* GIVEN ENTRIES:
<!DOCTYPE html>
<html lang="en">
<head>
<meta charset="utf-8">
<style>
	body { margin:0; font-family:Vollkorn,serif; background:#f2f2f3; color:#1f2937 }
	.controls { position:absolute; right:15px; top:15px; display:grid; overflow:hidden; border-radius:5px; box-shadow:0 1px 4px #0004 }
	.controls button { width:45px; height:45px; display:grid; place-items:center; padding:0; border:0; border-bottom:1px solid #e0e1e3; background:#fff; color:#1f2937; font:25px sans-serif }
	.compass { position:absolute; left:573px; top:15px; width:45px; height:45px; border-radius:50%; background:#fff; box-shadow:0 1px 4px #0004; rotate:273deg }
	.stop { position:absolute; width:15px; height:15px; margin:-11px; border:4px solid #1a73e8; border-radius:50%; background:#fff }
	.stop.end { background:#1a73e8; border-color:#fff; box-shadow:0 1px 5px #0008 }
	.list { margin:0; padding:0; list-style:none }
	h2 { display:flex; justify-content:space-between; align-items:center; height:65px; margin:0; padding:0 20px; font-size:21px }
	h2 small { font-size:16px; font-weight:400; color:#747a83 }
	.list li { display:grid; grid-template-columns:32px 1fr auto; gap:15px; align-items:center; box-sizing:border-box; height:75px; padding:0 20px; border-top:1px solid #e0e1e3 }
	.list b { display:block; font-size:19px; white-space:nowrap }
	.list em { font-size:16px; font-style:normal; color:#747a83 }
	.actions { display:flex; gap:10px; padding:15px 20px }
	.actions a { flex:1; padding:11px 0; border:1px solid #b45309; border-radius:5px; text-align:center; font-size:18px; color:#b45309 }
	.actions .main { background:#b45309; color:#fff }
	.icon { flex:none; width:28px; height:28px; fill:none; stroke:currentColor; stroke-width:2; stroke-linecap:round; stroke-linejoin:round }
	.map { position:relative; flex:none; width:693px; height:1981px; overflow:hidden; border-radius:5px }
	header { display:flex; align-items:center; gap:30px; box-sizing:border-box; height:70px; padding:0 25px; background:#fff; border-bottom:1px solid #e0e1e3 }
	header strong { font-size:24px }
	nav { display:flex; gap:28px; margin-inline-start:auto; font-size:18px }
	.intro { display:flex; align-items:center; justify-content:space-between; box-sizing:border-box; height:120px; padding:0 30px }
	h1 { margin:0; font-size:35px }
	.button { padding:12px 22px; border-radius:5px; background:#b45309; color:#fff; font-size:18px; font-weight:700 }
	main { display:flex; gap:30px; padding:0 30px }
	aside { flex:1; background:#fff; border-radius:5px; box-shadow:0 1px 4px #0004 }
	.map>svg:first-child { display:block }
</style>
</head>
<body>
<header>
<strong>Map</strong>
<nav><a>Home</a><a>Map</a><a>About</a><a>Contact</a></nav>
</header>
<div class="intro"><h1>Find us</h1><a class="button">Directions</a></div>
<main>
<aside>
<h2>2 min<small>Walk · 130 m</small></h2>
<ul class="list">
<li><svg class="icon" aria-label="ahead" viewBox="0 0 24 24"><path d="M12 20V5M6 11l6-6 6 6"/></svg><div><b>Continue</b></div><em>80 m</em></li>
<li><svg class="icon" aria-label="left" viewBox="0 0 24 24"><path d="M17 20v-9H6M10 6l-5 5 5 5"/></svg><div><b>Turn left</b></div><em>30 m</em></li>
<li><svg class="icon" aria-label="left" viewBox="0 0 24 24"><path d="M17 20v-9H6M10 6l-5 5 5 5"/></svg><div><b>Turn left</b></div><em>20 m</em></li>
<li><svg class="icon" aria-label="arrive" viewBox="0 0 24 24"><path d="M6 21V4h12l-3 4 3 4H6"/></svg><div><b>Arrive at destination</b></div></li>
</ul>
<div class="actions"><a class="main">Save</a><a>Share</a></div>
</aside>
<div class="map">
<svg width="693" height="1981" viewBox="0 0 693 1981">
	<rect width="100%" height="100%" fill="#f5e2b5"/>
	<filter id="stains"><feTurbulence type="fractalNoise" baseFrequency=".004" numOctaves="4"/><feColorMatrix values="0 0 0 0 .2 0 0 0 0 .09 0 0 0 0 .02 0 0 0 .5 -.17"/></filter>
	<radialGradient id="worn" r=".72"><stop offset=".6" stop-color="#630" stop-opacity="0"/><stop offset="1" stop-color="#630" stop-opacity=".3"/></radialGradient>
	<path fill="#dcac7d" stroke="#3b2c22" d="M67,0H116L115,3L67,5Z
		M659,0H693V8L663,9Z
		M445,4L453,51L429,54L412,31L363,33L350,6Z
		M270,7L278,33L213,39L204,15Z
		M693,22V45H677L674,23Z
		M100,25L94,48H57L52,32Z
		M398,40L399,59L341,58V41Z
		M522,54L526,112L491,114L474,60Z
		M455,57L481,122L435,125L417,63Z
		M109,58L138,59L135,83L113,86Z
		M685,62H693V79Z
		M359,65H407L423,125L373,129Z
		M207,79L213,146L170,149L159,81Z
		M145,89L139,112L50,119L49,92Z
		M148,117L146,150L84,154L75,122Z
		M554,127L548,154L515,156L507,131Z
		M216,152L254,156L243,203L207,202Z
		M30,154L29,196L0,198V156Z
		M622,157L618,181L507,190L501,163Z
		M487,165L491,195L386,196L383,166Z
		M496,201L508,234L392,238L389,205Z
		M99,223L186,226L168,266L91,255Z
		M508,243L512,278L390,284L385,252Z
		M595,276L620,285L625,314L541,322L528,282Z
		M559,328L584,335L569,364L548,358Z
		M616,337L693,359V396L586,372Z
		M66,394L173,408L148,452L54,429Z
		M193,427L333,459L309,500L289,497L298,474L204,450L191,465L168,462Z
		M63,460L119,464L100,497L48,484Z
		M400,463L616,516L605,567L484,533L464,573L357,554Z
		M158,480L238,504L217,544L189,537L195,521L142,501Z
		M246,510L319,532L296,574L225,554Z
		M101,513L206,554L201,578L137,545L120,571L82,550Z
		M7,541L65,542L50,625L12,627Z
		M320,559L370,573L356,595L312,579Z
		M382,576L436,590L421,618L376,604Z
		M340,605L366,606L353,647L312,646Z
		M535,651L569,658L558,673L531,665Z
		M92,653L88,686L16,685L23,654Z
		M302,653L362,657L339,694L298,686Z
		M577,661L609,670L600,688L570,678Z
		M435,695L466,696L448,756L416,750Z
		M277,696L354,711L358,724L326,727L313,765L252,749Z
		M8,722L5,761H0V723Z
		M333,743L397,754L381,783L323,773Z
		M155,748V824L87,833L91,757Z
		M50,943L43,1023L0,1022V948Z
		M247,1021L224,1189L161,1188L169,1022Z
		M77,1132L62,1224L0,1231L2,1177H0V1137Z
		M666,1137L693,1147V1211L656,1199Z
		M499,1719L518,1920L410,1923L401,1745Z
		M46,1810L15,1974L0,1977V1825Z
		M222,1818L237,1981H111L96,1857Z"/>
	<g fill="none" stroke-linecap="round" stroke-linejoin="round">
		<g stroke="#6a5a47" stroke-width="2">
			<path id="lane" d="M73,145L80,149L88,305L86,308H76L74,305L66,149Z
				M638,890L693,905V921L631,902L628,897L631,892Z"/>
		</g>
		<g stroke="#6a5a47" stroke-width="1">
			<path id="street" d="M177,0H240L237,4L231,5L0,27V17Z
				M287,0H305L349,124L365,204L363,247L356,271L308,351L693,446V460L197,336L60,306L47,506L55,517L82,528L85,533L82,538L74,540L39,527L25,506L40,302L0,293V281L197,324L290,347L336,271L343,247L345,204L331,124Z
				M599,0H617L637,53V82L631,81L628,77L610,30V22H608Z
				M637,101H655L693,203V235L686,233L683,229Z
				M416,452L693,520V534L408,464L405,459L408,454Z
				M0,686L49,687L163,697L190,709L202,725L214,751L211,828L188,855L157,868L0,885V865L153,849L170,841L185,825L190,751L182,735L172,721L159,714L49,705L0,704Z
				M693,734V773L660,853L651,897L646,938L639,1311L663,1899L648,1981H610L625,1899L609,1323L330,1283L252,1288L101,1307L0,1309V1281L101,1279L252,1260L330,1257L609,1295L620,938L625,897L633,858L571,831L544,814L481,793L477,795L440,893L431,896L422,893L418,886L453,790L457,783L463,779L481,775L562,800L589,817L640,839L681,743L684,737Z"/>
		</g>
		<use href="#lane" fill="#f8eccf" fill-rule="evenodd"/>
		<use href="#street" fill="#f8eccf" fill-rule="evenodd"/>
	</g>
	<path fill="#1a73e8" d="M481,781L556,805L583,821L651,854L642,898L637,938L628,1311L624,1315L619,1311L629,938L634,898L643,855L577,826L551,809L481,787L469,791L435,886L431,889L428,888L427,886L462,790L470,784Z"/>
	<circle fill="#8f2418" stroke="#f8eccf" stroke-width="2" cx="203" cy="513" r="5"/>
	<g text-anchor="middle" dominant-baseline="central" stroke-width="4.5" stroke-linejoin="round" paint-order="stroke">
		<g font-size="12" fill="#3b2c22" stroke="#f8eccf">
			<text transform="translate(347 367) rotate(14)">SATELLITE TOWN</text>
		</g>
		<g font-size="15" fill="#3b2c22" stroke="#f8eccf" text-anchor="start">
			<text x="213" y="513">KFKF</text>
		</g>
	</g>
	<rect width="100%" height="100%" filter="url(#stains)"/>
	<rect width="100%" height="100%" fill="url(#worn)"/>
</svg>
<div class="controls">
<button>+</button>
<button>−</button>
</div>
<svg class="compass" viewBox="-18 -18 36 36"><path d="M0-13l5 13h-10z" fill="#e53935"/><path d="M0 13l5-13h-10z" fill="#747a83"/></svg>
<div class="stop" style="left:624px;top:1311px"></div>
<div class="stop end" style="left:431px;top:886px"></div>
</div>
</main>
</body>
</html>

* WORK REQUEST:
Every line of the material that holds the word "strong" must be found and copied.

* RESULT OF THIS EXERCISE:
	header strong { font-size:24px }
<strong>Map</strong>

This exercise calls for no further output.